Given the plethora of choices of databases available, picking a database for a new software project can be daunting. There many factors to take into account and there are not always obvious right answers.
It is possible that multiple databases are used for different parts of the application. For example, we can use a standard relational database to store details about artists, genres, tracks and playlists for a streaming music application, and use a graph database to power a recommendations engine based on relationships between artists, genres and songs.
Where will the application run and where will the data be stored? There's a big difference between running on the user's computer, on a smart phone, or as a web application. If the data needs to stay on the user's device then a powerful, heavy weight database probably won't work.
Will the application be a single monolith or be composed of many micro-services? Will micro-services have to share data?
Is is a few simple entities with basic connections, or a complex web of interconnected data? Are there natural patterns to suggest how the data should be structured?
How will data be queried? Is there complicated read logic over a variety of entities? Are we going to join together and aggregate data from multiple tables or documents?
What's the traffic profile of the application? Is there a single user or or lots of multiple concurrent users? Are concurrent users accessing the same data or only separate data? Is the load on the database consistent or does it fluctuate, and if so, how predictably?

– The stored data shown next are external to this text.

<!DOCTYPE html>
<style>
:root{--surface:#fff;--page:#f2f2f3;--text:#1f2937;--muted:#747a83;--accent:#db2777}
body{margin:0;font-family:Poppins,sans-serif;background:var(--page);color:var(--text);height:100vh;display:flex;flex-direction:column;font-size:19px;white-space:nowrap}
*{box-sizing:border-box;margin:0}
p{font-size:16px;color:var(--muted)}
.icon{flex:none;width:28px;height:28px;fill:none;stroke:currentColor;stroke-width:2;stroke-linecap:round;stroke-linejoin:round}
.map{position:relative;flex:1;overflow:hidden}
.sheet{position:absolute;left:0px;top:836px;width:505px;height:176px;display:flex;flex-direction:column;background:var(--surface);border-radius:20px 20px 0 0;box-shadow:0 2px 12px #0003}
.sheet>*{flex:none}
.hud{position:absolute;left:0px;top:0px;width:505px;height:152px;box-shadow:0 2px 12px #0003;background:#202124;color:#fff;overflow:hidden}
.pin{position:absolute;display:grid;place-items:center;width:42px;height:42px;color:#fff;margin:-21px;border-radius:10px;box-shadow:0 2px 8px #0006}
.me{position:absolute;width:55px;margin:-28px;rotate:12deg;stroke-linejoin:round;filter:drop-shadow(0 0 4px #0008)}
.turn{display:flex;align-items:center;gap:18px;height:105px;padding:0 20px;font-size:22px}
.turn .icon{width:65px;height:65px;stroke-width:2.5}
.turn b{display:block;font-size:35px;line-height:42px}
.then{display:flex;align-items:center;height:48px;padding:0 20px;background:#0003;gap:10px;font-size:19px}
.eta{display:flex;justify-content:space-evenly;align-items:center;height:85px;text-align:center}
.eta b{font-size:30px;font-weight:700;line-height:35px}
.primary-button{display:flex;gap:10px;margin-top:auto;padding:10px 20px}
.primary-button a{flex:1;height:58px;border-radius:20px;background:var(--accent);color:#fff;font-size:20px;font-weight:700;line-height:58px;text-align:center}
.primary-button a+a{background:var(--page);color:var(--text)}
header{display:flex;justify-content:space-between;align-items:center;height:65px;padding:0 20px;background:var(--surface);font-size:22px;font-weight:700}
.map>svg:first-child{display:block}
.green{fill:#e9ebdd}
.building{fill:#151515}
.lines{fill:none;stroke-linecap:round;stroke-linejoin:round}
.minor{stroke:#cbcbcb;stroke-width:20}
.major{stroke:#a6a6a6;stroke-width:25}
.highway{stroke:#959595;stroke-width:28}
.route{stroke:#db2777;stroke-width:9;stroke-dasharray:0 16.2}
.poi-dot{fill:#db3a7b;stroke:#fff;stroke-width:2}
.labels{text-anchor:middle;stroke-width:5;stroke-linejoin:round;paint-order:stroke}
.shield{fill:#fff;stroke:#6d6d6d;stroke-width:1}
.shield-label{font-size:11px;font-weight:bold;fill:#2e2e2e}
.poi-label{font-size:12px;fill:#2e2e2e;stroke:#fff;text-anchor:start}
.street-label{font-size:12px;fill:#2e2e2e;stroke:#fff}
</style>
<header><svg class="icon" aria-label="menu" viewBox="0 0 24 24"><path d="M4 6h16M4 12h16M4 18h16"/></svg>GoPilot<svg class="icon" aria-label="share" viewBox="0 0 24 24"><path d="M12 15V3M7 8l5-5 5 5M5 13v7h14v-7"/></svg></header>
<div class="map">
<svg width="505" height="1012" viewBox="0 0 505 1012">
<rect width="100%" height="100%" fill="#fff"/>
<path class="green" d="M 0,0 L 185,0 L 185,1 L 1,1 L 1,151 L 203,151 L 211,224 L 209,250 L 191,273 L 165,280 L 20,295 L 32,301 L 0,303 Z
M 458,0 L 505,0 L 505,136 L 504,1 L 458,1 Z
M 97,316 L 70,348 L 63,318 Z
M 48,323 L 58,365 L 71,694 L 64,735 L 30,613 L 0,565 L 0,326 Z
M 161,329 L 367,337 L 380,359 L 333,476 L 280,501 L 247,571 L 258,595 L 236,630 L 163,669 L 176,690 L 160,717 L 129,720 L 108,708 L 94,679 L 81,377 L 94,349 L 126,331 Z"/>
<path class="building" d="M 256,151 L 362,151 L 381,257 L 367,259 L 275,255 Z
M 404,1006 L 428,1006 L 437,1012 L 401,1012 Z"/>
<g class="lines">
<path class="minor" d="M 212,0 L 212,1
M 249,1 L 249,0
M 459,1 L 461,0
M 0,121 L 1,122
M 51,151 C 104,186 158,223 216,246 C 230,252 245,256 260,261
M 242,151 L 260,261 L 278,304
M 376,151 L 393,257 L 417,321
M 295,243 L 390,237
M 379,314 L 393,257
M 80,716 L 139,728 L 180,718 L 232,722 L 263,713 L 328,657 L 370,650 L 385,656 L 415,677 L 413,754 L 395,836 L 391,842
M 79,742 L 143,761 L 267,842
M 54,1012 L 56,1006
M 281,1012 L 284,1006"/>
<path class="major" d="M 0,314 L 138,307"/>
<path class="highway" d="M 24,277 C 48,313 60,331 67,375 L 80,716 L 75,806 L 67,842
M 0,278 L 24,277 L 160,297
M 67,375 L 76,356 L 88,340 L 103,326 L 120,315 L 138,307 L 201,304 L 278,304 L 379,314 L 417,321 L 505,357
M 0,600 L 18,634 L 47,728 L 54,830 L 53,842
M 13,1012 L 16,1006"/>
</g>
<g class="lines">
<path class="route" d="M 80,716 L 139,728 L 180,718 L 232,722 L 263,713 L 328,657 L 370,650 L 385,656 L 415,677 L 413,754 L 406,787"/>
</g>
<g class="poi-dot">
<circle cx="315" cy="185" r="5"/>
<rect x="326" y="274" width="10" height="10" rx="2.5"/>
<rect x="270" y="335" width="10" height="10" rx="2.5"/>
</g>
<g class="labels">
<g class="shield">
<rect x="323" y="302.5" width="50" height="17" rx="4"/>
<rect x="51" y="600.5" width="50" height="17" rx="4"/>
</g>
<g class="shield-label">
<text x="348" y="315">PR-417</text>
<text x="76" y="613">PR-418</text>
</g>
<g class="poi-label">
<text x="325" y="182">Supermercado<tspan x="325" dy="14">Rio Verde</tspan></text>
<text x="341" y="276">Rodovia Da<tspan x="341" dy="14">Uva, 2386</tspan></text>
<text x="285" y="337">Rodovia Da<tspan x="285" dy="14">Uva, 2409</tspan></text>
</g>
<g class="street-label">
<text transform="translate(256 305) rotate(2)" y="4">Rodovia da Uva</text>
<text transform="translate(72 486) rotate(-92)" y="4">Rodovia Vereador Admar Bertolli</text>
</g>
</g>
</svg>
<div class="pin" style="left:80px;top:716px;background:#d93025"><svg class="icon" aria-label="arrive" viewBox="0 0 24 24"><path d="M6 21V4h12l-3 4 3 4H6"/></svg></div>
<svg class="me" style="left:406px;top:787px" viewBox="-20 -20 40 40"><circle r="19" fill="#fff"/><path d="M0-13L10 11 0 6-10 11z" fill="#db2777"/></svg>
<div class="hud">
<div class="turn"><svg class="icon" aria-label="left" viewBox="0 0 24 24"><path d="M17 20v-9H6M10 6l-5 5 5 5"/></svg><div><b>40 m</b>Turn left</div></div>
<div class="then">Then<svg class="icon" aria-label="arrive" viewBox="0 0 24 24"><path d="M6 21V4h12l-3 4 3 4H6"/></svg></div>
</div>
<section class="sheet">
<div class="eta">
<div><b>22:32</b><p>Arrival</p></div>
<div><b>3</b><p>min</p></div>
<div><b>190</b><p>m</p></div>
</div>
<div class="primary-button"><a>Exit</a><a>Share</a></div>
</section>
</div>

What's the read-write profile of the data? Will the data be updated frequently, if so how quickly do those changes need to be communicated to other users. What will be the expected ratio of read vs. write operations?
These aren't important for all applications, but when you need them they can be absolutely critical. A reminder of what the ACID properties are:
- Atomicity: a transaction will either complete in its entirety or will have no effect at all on failure.
- Consistency: a transaction will never violate any constraint rules of the database.
- Isolation: multiple transactions running at the same will not affect each other.
- Durability: Once committed (complete), the effects of a transaction will persist even after a system failure.
For each of the following scenarios, choose an appropriate database type for the application. You should be prepared to justify your choice in each case, including any assumptions you've made.
- A system for processing payments that requires strong guarantees around data integrity, and that only the most up-to-date balance will be reported for a user.
- An inventory management application for a large warehouse. Workers use handheld scanners to check inventory into and out of the warehouse.
- A professional networking site which recommends introductions to users based on information about how they have worked with mutual acquaintances in the past. Details tracked include the organisations users worked together at, how long they collaborated and what field they were working in.
- A micro-service to store and retrieve the content's of the current user's shopping cart for an e-commerce website, which expects to see large spikes of traffic at certain times of year
- A high-traffic software-as-a-service content management system, with many users extending the functionality of the system by defining custom content types.
- A search and match system for an international stem cell registry. The registry holds genetic information for millions of potential donors across the world.
- A voter registration system that sees extremely high spikes in demand in the run up to elections but is otherwise quiet. The system is not responsible for storing the electoral roll.
- A new end-to-end encrypted messaging app preparing to disrupt the industry.
- A new banking app being created by the "Digital Innovation" department at a long established bank. The Innovation department is tasked with delivering exciting new features as quickly as possible.
- An inventory management application for museums across the world to share information about their collections.
- A contact tracing app, allows users to report a positive test for an infection and anonymously inform people they've interacted with while infectious.
- A program to coordinate emergency services and NGOs responding to a natural disaster in a remote location.
Revisit the scenarios above and address the following questions:
- Is it likely to be impacted by GDPR? If so, why?
- Is there any other sensitive data where special precautions might need to be taken?
- Are there any potential data ethics issues arising from the application? What are they?